Shinobu mulai memicingkan kedua matanya dan mengetuk-ngetuk kepalanya dengan jarinya seperti hendak mengeluarkan sesuatu dari ingatannya.
"Si Musang kalau tidak salah...Hendak membangun sebuah rumah."
"Apa yang dia hendak bangun itu rumah untuk anjing?"
"Mm kupikir rumahnya lebih besar dari rumah anjing. Semacam rumah dimana anak-anak yang kesepian bisa berkumpul...Mereka membawa banyak sekali batu bata dengan sebuah truk besar dan semuanya bahu-membahu untuk membangunnya."
"Di cerita itu masih banyak karakter lainnya yang muncul?"
"Yep, yep, yep. Ada juga seorang anak yang tidak begitu bisa dalam pelajaran dan ingin mencari teman. Dia sedang mencari anak yang nilainya lebih jelek darinya, tapi dia tidak bisa menemukannya."
"Kurasa ceritanya luar biasa...Jadi ada manusia muncul di cerita itu?"
"Tentu. Tidak hanya manusia saja. Ada biawak, ada jerapah...Seluruh hewan hidup bersama-sama dengan bahagia. Aku pernah berpikir ini semacam kebun binatang..."
Memang menarik, tapi aku sendiri tidak paham dunia macam apa itu. Ini semacam animasi buatan Disney saja.
"Hanya itu saja yang bisa kuingat. Aku sendiri lupa endingnya seperti apa."
Mungkin, alasan mengapa ingatannya tidak begitu jelas karena dia terus membaca bagian-bagian yang dia sukai saja. Begitulah seorang anak kecil membaca buku.
Kuambil gambar karakter utamanya yang dia baru saja buat dan memasukkan ke saku. Aku sendiri ragu apa ini bisa dijadikan petunjuk atau tidak, tapi jika kutunjukkan ini ke seseorang yang lebih tahu soal buku, mungkin
"Ah."
Aku teringat sesuatu. Aku melupakan sesuatu yang sangat jelas.
"Ada apa? Apa kau tahu tentang buku itu?"
Kedua mata dari Shinobu langsung berkaca-kaca.
"Bukan begitu...Kau punya buku itu dulu di rumah, benar tidak?

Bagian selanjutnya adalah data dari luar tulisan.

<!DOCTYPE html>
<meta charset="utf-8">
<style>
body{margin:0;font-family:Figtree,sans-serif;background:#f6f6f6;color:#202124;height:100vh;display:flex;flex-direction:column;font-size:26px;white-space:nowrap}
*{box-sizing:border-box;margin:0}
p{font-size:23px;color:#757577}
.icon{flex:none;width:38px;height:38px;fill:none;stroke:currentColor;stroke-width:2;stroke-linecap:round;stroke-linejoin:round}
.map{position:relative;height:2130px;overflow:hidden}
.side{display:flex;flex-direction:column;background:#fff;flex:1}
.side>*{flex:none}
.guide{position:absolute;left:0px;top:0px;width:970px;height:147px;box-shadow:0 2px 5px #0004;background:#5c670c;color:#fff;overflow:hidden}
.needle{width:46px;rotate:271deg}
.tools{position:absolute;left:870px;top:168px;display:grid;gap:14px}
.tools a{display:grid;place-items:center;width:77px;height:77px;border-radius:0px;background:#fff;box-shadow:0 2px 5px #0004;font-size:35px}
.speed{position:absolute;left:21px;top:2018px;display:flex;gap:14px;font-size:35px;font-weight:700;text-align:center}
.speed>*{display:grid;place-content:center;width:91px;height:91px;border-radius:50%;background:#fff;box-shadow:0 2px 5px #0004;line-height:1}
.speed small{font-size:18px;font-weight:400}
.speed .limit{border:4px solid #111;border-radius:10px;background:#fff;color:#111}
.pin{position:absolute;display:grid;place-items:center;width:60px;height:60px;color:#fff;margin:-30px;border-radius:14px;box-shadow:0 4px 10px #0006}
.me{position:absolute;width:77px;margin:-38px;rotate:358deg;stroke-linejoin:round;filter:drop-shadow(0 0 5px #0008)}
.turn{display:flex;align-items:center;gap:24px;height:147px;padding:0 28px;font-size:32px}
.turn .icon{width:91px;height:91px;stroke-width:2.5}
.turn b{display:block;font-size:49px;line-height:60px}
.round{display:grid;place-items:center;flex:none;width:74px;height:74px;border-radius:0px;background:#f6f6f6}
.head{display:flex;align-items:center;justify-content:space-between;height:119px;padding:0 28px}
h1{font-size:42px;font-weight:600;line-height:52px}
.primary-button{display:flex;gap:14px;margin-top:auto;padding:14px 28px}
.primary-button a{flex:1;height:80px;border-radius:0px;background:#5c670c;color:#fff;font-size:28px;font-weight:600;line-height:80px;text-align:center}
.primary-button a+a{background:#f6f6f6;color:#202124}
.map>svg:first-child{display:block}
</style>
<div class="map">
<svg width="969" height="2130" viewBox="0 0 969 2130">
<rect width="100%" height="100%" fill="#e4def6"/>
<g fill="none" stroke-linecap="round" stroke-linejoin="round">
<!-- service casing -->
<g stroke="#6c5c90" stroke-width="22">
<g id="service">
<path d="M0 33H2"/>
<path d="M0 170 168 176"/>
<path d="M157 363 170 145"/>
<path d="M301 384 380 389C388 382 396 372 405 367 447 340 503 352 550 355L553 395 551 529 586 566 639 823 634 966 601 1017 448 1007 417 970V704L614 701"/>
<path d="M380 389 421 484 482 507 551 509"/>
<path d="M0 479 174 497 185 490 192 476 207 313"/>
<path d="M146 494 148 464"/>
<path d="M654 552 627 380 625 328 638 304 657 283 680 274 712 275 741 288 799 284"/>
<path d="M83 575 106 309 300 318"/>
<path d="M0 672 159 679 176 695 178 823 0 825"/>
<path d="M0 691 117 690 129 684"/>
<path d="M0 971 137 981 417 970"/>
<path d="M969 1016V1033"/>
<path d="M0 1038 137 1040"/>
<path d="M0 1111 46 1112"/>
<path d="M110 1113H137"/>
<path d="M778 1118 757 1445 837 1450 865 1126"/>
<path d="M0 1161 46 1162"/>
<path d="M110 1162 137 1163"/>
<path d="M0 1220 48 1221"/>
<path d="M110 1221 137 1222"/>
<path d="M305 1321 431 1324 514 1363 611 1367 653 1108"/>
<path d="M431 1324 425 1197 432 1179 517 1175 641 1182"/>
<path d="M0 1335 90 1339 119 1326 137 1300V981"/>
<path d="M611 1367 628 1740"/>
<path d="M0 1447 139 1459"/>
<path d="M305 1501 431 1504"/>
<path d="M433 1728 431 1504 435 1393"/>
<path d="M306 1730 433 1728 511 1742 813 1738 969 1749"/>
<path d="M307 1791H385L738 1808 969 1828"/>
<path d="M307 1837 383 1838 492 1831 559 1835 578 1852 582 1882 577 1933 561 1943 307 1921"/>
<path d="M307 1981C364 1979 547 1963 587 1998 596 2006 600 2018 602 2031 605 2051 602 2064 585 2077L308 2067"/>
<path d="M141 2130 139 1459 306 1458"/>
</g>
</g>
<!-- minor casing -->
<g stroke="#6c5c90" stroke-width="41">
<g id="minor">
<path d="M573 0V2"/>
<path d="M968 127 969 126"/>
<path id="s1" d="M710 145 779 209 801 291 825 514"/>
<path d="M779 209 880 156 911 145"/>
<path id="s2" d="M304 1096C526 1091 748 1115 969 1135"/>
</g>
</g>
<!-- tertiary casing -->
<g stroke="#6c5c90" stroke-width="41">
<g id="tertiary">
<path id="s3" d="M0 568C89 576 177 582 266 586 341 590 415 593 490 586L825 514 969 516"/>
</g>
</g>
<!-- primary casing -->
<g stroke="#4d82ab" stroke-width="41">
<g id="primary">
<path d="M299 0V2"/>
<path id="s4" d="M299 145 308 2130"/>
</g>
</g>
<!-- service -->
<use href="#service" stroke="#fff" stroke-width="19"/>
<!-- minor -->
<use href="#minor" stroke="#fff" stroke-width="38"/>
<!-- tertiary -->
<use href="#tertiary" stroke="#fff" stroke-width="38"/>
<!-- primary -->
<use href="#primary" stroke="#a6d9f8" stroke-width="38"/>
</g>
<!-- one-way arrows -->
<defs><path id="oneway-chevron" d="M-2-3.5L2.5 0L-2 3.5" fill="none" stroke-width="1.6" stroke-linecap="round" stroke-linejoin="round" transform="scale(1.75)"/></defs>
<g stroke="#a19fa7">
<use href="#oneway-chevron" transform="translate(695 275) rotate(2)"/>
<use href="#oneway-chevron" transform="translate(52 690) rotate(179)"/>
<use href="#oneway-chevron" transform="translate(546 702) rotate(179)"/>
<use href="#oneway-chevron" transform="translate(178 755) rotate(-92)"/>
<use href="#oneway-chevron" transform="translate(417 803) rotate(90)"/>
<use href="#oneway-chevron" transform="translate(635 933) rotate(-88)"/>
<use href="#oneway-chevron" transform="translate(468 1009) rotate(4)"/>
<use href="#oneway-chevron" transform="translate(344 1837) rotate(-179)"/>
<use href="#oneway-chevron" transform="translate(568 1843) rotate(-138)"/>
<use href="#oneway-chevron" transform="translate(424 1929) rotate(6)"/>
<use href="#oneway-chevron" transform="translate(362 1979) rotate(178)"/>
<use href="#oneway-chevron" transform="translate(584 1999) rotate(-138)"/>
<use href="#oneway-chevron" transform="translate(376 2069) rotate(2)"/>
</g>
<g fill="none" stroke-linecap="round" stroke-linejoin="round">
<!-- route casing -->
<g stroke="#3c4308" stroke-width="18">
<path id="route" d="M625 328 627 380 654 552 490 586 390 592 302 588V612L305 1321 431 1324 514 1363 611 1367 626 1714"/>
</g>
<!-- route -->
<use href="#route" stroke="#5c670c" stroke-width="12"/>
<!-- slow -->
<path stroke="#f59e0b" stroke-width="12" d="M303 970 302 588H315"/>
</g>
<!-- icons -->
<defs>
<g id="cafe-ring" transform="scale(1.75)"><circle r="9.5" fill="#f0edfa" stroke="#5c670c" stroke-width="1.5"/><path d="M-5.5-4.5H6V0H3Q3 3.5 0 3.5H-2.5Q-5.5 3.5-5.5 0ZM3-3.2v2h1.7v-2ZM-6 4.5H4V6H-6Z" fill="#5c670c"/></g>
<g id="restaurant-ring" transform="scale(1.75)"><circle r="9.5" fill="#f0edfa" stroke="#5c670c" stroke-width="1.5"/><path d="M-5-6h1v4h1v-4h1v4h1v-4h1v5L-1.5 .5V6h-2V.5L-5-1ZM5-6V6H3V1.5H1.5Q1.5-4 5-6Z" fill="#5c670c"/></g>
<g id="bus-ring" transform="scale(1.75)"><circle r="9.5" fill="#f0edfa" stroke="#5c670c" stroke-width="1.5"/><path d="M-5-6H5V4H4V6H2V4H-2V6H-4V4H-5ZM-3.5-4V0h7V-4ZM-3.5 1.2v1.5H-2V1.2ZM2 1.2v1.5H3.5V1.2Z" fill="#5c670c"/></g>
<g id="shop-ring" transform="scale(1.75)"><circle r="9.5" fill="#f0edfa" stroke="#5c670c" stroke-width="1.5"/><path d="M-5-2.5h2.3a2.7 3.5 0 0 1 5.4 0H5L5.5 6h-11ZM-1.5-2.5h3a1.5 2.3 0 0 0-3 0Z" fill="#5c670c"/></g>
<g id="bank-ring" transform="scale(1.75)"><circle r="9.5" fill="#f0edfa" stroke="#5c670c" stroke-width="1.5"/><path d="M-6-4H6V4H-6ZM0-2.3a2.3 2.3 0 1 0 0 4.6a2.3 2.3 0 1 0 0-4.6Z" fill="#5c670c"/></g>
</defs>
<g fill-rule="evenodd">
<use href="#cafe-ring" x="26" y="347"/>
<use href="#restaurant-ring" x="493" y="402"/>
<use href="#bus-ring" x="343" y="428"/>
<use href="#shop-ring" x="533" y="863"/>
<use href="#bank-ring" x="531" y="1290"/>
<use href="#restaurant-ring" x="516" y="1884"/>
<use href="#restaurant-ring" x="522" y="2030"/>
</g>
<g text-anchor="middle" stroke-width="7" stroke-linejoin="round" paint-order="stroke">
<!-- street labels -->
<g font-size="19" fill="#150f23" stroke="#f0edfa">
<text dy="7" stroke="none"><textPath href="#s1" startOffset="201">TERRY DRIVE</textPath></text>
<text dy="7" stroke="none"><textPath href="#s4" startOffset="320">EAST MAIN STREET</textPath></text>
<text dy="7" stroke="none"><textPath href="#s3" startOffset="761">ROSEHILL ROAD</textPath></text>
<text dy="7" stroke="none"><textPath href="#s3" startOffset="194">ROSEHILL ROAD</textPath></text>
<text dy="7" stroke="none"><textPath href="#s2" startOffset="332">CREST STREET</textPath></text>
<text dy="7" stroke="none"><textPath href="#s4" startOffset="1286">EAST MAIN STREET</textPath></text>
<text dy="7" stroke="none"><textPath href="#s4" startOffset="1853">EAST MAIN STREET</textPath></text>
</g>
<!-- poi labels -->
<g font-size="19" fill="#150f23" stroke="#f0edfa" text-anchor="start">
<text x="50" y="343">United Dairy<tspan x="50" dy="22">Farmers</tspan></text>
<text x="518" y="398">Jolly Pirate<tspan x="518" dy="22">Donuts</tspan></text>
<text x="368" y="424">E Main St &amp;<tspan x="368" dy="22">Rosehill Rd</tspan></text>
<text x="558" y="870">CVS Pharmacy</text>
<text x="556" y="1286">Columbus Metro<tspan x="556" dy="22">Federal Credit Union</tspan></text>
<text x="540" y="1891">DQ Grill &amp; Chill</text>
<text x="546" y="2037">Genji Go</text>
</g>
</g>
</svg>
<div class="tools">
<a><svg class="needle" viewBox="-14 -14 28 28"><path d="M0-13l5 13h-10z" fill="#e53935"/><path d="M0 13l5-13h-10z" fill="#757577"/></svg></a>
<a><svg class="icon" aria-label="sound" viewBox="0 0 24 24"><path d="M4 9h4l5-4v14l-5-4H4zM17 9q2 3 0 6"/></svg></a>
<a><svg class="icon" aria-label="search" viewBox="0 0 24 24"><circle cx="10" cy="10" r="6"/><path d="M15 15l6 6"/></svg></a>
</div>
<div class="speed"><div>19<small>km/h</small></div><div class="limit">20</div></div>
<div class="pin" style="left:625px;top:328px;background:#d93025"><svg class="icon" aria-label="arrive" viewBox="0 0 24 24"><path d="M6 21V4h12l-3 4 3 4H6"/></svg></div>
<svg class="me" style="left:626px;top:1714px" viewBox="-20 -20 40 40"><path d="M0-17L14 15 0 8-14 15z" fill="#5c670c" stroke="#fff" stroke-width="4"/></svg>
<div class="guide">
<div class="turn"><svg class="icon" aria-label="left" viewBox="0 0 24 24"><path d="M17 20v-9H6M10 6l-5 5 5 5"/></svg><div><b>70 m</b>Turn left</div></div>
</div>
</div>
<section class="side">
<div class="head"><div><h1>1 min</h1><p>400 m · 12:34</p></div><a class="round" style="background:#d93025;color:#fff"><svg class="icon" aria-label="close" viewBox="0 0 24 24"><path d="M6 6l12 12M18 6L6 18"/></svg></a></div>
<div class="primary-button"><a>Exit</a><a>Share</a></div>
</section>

Apa buku itu pemberian orangtuamu?"
Entah mengapa, ekspresi Shinobu mulai tampak tegang.
"Yeah, benar...Ibuku membelikannya untukku, dia membelinya dari toko buku di dekat rumah, tapi..."
"Bagaimana kalau menanyakan itu kepadanya?" jawabku. Mereka pasti ingat betul buku apa yang sangat disukai oleh putrinya dulu. "Bisa jadi bukunya masih ada di rumah itu."
"Ya...Mungkin ada benarnya..." suara Shinobu mulai melemah. "Aku benar-benar tidak ingin...Bertemu orang tuaku."
Sial. Aku lupa kalau dia punya hubungan buruk dengan kedua orangtuanya. Itulah alasan mengapa dia langsung pergi dari rumah setelah lulus SMA.
"Maaf ya."
Kurendahkan kepalaku, tapi dia malah tersenyum saja.
"Tidak apa-apa, tidak apa-apa. Karena yang kau katakan itu benar. Awalnya aku memang berencana kembali ke kampung halamanku dan menanyakan itu ke mereka...Ah, tentu saja!"
Shinobu kemudian bertepuk tangan, dan terdengar menggema di kafe ini. Aku punya firasat buruk tentang ini.
"Ada apa?"
"Bisakah kau dan yang lainnya juga ikut denganku? Ke kampung halamanku!"
"Huh?" akupun secara spontan mengatakan itu.